Author: Simon Broughton
View album and artist detailsArtist/band: |
Amjad, Amaan & Ayaan Ali Khan & Elmira Darvarova |
Label: |
Affetto Recordings |
Magazine Review Date: |
Aug/Sep/2016 |
Ever since Ravi Shankar and Yehudi Menuhin recorded the violin and sitar duos of West Meets East in the 1960s, there have been attempts to combine the classical traditions of Western and Indian music in different ways. This new album brings together leading sarod player Amjad Ali Khan (and his sons Amaan and Ayaan) with Bulgarian violinist Elmira Darvarova, who started playing at the age of three and was leader of the Metropolitan Opera Orchestra in New York.

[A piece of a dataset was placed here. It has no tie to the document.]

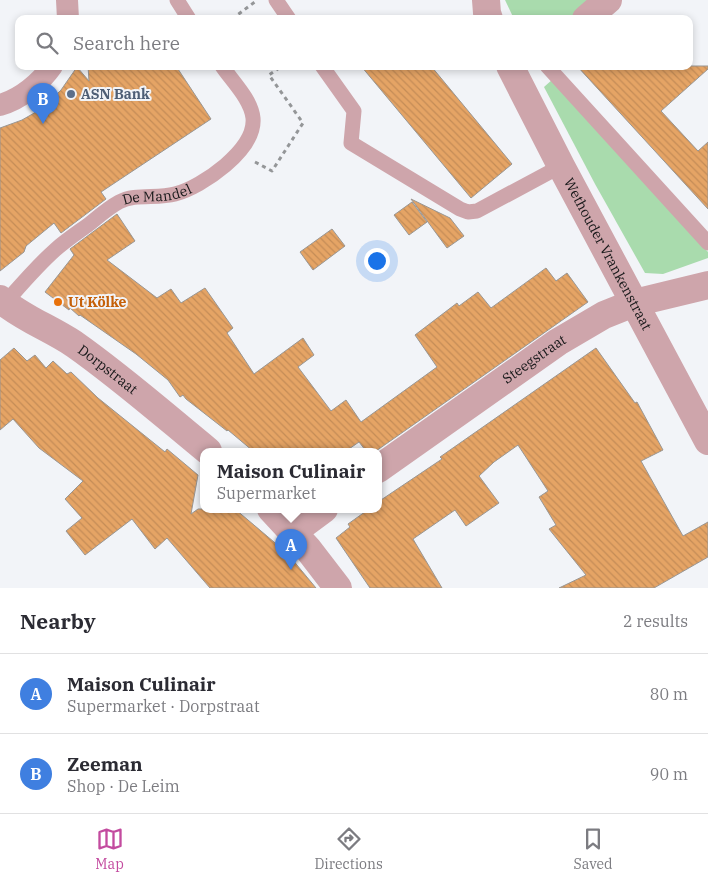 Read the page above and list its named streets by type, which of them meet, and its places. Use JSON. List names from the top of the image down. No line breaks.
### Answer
{"streets":{"street":["Wethouder Vrankenstraat","Steegstraat","Dorpstraat"],"lane":["De Mandel"]},"crossings":[["De Mandel","Dorpstraat"],["Wethouder Vrankenstraat","Steegstraat"]],"places":["ASN Bank","Ut Kölke"],"page":{"search":"Search here","pins":["B","A"],"popup":["Maison Culinair","Supermarket"],"heading":["Nearby","2 results"],"list":[{"mark":"A","name":"Maison Culinair","note":"Supermarket · Dorpstraat","value":"80 m"},{"mark":"B","name":"Zeeman","note":"Shop · De Leim","value":"90 m"}],"nav":["Map","Directions","Saved"]}}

Most of the titles are composed by Amjad and grow out of the Indian tradition. The opening piece, ‘Singing Angels’, is an exploration of a raga from South India alternating between sarod and violin. The raga is similar to a Western European mode, but it clearly demonstrates Darvarova's ability in Indian-style improvisation. The two instruments have their very different flavours and don’t really combine; the same is true of the following ‘Sacred Evening’, until they join in the last section. Things get much more interesting when sarod and violin are working together more intrinsically, in the short, dance-like ‘Love Avalanche’ and extensive and virtuoso final composition ‘By the Moon’.
It's impossible to know when it's Amjad or his sons playing, although one gets a sense of different sarod voices in ‘The Himachal Valley’. There's also ‘Distant Dreams’, a violin piece drawing on Darvarova's native Bulgarian traditions, but the standout track is ‘Serene Dawn’, for sarod and tabla (played by Anubrata Chatterjee), which is in the gloriously exotic ‘Raga Lalit’; it takes you to another world.